Can I use grad around a numpy code and compile it?

Roy-Kid · May 19, 2024, 9:28am

Hi,

I have a set of pure numpy codes, and I want to calculate the gradient.
Can I do something like:

Z = grad(numpy_func)(x)

Since torch.compile can understand numpy code, and also it can work with grad(Frequently Asked Questions — PyTorch main documentation). I wonder if I can use grad(and other func) on a numpy function?

AlphaBetaGamma96 · May 19, 2024, 2:30pm

Hi @Roy-Kid,

In order to compute gradients of a function within the pytorch framework, you need to 1) Use torch functions so that autograd can track operations or 2) Define a custom torch.autograd.Function and manually define the backward pass of your function so autograd can compute gradients.

The docs for torch.autograd.Function objects can be found here: Automatic differentiation package - torch.autograd — PyTorch 2.3 documentation

Roy-Kid · May 20, 2024, 7:31am

Hi,

I want to use torch.func.grad to calculate the gradient not autograd. The numpy function can be compiled to torch code; I don’t think I need to implement a backward process manually?

AlphaBetaGamma96 · May 20, 2024, 7:40am

I still think you need to define the backward manually, can you take the grad of a compiled function from numpy?

You could always try doing torch.func.grad(compiled_fn) and seeing how torch.func works, but I feel it won’t work as torch.func works on pytorch primitives.

Roy-Kid · May 20, 2024, 8:17pm

I hope so… According to Frequently Asked Questions — PyTorch main documentation, it can use torch.func.grad and compile together(I test it in 2.4.0-dev).

What if I want to do following:

import torch

@torch.compile
def f(x):
    return np.sin(x)

def g(x):
    return torch.func.grad(f)(x)

x = torch.randn(2, 3)
g(x)

The error raises: RuntimeError: Can't call numpy() on Tensor that requires grad. Use tensor.detach().numpy() instead. So I want to ask if it not support yet or I can not do it at all.

AlphaBetaGamma96 · May 20, 2024, 9:12pm

Can you share a minimal reproducible example with your function?

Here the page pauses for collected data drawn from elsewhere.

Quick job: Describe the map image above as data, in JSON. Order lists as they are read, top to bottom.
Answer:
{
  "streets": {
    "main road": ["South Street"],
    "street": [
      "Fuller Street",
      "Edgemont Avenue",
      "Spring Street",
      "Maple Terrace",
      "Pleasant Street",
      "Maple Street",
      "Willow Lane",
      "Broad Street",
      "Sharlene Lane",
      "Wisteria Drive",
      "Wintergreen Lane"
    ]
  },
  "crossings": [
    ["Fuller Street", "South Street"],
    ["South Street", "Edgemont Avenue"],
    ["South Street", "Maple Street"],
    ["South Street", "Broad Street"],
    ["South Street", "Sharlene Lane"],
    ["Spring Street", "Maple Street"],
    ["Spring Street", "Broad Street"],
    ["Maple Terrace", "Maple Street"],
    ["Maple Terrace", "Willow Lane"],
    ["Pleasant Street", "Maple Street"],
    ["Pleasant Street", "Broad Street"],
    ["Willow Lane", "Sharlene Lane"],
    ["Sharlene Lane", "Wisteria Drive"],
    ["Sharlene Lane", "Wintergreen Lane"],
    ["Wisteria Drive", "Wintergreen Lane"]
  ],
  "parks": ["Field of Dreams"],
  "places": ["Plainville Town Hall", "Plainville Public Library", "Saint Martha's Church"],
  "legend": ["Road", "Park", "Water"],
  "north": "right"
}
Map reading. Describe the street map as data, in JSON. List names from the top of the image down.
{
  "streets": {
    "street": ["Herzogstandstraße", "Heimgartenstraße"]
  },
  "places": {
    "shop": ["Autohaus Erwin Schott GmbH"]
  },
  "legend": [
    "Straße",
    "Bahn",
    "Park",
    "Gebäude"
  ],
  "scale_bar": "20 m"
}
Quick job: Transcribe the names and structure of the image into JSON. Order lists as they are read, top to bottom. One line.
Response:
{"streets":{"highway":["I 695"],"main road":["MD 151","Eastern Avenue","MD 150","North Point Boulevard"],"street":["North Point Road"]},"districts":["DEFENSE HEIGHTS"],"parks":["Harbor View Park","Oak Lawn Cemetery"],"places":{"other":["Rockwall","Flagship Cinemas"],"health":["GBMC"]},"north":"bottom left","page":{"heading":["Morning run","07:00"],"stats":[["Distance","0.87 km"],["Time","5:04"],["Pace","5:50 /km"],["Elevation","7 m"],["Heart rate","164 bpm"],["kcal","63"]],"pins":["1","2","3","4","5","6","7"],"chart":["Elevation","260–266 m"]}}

Also, from the example you shared it only uses torch functions,

import torch

@torch.compile
def f(x):
    return torch.sin(x)

def g(x):
    return torch.grad(f)(x)

x = torch.randn(2, 3)
g(x)

What version of pytorch are you using? The docs state it needs to be 2.1+

Roy-Kid · May 20, 2024, 10:47pm

This one is tested under 2.4.0-dev

import torch
import numpy as np
from torch import compile
from torch.func import grad

def fn(x):
    return np.power(x, 2).sum()

cfn = compile(fn)
gcfn = grad(compile(fn))
cgfn = compile(grad(fn))
cgcfn = compile(grad(compile(fn)))

arr = torch.tensor([1., 2., 3.])
print(fn(arr))
print(cfn(arr))
# print(gcfn(arr))  error
# print(cgfn(arr))  error
print(cgcfn(arr))  # wrong

AlphaBetaGamma96 · May 21, 2024, 8:19am

So, perhaps you might have to pass a full_graph=True flag to the compiling statement, in the docs, it has this following example,

@torch.compile(fullgraph=True)
@torch.compiler.wrap_numpy
def numpy_fn(X, Y):
    return np.sum(X[:, :, None] * Y[:, None, :], axis=(-2, -1))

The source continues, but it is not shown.